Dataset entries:
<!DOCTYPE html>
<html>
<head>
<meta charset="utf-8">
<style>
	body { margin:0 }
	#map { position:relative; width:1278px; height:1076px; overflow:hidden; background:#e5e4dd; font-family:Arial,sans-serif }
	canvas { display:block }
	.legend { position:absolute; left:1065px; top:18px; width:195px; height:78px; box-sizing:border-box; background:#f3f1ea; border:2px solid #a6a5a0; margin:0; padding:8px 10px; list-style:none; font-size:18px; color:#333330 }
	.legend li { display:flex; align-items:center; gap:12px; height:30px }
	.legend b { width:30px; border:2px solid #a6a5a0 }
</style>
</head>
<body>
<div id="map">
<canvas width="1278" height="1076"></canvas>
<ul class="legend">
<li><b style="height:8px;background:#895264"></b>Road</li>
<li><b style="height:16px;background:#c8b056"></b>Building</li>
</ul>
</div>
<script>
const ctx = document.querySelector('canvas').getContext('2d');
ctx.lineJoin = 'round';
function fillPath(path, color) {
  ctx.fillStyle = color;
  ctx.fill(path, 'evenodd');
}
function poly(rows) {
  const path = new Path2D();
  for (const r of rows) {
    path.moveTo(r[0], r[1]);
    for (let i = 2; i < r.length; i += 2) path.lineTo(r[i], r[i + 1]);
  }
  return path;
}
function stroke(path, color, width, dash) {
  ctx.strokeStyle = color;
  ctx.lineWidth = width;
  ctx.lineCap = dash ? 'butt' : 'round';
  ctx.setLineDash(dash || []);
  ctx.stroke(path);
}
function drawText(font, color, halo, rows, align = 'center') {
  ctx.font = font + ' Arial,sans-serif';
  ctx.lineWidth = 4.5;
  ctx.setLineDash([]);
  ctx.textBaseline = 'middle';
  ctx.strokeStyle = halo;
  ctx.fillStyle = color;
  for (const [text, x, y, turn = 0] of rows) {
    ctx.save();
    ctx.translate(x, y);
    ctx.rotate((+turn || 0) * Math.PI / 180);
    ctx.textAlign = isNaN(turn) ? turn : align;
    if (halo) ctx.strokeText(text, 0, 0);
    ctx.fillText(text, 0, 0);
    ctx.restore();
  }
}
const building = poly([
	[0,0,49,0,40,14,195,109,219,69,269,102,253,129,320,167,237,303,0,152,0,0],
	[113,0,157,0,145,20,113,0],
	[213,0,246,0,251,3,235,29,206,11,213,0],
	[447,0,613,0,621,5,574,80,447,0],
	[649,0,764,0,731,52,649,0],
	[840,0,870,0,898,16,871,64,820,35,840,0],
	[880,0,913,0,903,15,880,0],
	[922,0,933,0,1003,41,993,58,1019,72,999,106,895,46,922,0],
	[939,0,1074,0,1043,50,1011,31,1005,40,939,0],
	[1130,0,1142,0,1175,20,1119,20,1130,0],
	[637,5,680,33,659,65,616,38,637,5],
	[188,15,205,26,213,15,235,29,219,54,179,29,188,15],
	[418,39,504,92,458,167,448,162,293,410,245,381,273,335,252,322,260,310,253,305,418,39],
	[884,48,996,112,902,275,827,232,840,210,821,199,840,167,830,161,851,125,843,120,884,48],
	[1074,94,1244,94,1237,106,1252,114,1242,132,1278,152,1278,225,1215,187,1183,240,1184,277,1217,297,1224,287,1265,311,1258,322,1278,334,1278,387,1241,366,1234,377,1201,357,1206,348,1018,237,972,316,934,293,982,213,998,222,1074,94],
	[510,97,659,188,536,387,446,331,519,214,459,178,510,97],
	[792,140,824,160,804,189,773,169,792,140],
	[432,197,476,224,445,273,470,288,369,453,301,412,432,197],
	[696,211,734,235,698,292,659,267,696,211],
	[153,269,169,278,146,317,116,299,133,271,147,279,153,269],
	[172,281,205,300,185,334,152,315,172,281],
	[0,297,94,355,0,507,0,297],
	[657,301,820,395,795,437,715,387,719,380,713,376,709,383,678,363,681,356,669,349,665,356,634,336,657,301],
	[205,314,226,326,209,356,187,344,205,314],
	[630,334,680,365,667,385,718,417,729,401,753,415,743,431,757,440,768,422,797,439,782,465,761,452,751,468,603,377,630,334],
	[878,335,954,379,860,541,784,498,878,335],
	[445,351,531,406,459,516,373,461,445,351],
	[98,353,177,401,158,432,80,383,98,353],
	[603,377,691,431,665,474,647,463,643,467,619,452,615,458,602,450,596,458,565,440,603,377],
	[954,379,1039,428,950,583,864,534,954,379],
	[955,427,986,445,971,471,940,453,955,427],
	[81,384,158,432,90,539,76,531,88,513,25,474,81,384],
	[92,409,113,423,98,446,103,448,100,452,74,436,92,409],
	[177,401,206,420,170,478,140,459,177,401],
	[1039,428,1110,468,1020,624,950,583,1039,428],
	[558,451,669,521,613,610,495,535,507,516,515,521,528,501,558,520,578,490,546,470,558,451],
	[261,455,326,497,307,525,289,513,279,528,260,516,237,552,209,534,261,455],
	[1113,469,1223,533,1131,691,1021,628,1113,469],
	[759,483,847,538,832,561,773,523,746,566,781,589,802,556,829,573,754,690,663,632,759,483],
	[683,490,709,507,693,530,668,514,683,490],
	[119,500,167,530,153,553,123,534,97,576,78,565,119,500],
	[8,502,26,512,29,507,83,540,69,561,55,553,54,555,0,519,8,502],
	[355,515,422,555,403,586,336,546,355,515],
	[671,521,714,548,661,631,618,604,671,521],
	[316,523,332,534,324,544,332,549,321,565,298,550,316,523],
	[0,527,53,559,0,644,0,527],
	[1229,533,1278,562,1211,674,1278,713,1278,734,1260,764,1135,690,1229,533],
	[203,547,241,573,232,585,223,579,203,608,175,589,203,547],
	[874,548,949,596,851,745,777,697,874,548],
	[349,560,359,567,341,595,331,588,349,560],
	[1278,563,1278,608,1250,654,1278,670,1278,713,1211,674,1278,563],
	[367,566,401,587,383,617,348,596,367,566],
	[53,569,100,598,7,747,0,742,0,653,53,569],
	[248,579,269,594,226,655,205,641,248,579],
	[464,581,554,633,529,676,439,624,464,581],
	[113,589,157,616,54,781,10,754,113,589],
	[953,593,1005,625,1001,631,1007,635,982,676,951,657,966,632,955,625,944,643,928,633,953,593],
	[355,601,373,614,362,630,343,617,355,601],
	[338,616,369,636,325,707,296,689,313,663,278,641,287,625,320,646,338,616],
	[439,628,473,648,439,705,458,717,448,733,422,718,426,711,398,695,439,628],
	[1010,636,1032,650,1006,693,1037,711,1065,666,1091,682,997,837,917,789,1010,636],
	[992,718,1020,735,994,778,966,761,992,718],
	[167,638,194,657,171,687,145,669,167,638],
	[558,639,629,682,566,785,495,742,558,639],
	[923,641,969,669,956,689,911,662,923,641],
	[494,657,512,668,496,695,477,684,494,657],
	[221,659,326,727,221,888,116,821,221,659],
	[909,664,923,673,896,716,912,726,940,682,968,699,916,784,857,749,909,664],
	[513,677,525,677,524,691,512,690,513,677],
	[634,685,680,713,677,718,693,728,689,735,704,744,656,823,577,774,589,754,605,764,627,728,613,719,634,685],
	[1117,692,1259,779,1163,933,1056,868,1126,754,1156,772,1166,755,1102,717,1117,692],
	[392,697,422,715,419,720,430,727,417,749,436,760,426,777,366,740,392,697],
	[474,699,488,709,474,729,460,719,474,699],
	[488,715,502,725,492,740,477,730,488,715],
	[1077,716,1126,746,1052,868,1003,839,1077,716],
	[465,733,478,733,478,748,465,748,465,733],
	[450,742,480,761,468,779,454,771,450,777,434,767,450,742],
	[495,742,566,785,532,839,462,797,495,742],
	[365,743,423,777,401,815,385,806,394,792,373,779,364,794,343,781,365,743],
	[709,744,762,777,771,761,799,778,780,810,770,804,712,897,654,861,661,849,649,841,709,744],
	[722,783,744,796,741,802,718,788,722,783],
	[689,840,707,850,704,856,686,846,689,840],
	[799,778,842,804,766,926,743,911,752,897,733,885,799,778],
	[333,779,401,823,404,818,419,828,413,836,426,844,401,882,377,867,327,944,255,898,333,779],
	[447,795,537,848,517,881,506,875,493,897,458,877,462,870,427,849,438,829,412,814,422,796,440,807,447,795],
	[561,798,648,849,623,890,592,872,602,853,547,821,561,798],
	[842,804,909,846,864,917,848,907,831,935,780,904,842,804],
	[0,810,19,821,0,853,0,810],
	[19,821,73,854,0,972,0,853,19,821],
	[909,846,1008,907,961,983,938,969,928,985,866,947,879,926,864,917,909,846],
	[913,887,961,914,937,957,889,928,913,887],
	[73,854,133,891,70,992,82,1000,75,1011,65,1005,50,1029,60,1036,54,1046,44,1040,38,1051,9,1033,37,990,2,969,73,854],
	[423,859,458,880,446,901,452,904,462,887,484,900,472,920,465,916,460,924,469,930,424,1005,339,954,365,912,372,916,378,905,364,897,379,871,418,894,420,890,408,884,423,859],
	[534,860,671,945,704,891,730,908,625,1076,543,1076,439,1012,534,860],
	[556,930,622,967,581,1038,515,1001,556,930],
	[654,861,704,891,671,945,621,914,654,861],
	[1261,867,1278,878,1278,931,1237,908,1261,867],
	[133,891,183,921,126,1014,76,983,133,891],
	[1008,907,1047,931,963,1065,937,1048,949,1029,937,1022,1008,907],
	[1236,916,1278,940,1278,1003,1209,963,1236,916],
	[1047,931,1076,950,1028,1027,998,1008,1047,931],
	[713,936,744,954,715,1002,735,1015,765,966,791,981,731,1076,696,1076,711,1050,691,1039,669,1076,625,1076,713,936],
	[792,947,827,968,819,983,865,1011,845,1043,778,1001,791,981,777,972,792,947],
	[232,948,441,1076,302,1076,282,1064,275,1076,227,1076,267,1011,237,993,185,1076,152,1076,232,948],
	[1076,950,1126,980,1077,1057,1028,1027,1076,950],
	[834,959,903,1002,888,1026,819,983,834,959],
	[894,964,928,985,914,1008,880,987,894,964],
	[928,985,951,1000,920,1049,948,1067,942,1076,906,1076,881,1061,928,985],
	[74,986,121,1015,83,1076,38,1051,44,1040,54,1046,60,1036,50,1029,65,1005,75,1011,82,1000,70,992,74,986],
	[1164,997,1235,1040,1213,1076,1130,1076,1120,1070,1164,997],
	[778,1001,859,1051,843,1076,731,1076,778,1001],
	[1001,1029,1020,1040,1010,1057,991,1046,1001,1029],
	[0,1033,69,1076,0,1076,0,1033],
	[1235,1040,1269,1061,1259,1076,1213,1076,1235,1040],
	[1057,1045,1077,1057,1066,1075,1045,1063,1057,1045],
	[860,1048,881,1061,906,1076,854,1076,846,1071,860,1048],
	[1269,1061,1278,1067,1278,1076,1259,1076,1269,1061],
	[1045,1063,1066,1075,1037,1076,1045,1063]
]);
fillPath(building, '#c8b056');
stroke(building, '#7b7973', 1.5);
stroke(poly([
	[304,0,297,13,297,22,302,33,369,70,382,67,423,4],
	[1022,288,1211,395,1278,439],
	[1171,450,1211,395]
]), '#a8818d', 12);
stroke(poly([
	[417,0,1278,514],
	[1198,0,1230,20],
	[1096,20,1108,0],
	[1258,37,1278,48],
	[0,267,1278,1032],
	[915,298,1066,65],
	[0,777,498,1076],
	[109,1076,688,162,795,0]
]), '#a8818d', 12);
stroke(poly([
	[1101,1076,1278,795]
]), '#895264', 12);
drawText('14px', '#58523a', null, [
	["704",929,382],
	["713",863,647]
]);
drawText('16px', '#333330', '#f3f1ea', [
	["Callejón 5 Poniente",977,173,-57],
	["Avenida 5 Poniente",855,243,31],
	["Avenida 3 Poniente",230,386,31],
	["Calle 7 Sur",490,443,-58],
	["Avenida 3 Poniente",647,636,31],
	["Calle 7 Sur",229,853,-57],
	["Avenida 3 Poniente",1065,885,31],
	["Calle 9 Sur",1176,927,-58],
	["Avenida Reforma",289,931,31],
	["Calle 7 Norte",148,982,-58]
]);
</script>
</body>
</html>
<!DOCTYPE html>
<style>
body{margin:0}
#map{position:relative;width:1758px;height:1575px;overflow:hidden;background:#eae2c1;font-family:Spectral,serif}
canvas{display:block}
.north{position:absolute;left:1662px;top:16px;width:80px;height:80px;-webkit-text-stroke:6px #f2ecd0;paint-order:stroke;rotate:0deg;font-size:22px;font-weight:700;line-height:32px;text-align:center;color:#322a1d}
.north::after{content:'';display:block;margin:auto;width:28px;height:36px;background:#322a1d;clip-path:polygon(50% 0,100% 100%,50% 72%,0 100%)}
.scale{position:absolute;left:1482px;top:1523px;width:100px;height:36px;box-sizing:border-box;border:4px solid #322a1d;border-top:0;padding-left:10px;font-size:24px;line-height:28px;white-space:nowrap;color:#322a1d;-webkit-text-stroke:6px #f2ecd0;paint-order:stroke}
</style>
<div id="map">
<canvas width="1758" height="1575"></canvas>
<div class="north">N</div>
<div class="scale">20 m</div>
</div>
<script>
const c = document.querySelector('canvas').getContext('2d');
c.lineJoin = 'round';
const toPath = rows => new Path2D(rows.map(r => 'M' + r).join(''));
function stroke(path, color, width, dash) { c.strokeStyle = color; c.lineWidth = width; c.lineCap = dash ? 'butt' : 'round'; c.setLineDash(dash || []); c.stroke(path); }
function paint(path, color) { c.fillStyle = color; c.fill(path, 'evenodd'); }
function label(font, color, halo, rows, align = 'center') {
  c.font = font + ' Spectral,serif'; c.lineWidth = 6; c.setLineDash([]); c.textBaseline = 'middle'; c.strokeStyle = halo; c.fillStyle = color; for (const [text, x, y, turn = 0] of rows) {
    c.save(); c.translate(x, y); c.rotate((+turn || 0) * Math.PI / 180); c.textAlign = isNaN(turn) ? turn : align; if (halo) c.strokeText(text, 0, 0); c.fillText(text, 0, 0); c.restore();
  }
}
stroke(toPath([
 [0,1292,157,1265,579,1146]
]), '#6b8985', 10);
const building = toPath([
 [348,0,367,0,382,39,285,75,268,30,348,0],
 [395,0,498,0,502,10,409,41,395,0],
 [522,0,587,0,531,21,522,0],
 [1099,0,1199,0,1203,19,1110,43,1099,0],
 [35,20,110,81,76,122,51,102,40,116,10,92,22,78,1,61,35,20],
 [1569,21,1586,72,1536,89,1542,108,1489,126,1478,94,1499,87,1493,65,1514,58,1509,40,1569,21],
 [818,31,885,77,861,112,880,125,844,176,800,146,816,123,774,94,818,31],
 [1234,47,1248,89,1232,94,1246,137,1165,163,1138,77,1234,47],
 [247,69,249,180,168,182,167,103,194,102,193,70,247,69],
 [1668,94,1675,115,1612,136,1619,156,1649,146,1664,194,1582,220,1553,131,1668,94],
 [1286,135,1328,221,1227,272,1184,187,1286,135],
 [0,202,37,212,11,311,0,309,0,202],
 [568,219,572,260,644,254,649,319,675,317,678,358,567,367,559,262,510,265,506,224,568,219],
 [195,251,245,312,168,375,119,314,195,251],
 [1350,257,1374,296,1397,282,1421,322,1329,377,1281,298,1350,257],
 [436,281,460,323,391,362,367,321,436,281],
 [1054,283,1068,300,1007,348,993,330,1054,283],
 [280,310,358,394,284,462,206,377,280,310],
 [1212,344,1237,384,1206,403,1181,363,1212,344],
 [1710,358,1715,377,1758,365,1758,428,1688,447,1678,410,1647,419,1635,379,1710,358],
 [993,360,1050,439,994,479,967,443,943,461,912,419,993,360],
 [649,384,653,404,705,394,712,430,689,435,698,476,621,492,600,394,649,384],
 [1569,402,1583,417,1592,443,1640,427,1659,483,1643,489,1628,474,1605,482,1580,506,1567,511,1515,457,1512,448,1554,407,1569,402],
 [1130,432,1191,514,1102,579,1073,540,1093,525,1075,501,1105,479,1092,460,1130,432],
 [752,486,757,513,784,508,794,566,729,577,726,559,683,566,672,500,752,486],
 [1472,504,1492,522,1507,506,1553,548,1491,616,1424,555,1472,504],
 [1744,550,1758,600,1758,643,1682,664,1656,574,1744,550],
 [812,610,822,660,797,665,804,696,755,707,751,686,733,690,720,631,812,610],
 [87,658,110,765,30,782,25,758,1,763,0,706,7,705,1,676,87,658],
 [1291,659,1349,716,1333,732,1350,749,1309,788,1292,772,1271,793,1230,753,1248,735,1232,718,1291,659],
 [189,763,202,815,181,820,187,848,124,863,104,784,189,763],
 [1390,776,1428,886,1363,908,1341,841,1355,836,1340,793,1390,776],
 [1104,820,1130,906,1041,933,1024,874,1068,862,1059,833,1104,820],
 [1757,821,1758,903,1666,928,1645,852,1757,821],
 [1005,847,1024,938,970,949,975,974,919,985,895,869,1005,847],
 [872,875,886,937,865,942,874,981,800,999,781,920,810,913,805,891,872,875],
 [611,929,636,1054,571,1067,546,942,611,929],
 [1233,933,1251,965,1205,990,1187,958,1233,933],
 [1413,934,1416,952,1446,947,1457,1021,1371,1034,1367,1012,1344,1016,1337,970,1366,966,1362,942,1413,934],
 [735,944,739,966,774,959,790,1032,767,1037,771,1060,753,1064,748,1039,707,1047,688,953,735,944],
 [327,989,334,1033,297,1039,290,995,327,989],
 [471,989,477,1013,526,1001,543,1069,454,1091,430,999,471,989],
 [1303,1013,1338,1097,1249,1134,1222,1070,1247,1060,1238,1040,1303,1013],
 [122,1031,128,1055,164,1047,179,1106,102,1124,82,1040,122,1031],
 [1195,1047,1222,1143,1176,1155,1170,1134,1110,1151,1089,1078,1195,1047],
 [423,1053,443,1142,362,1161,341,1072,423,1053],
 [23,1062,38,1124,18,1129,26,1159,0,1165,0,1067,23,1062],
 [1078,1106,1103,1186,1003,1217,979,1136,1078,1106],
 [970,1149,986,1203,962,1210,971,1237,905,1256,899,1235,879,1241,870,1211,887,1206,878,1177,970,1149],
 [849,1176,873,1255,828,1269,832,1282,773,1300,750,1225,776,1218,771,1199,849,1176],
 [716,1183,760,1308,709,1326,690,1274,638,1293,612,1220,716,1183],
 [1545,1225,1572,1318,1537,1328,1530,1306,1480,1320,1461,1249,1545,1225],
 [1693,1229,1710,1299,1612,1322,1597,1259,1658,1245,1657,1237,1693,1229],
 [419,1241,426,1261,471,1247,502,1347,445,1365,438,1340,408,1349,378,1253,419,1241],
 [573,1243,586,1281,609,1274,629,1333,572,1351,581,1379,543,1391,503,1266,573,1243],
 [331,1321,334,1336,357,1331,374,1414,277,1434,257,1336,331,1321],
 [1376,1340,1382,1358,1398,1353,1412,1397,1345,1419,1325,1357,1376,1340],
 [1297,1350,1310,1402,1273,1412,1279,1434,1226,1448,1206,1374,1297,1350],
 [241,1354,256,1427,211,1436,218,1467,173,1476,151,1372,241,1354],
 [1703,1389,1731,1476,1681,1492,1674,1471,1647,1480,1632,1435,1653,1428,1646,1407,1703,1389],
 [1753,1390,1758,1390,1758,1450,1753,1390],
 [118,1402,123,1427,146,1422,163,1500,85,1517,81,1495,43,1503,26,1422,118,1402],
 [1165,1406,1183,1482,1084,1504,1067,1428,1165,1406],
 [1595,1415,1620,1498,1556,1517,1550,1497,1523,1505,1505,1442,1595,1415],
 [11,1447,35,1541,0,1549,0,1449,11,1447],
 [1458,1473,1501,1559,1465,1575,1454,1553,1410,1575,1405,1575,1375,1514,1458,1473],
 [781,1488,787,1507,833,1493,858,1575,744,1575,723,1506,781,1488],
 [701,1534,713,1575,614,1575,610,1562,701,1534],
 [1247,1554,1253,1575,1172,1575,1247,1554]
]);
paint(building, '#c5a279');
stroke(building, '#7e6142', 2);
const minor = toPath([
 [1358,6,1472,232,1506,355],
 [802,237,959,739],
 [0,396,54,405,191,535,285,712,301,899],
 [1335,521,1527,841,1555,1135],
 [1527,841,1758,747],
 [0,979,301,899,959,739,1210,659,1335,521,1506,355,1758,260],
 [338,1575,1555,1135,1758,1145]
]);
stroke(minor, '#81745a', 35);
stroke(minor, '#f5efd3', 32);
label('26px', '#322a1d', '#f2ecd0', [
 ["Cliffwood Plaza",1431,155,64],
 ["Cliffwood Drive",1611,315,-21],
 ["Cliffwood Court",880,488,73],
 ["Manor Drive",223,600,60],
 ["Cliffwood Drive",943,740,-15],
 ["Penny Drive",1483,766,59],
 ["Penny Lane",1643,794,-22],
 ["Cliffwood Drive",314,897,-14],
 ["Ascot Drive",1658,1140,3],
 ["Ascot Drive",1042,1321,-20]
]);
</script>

__Exercise aim__
From the records above, copy out the line with "const toPath = rows", the line with "function label(font, color, halo, rows, align", and every line between them, word for word.

__Answer box__
const toPath = rows => new Path2D(rows.map(r => 'M' + r).join(''));
function stroke(path, color, width, dash) { c.strokeStyle = color; c.lineWidth = width; c.lineCap = dash ? 'butt' : 'round'; c.setLineDash(dash || []); c.stroke(path); }
function paint(path, color) { c.fillStyle = color; c.fill(path, 'evenodd'); }
function label(font, color, halo, rows, align = 'center') {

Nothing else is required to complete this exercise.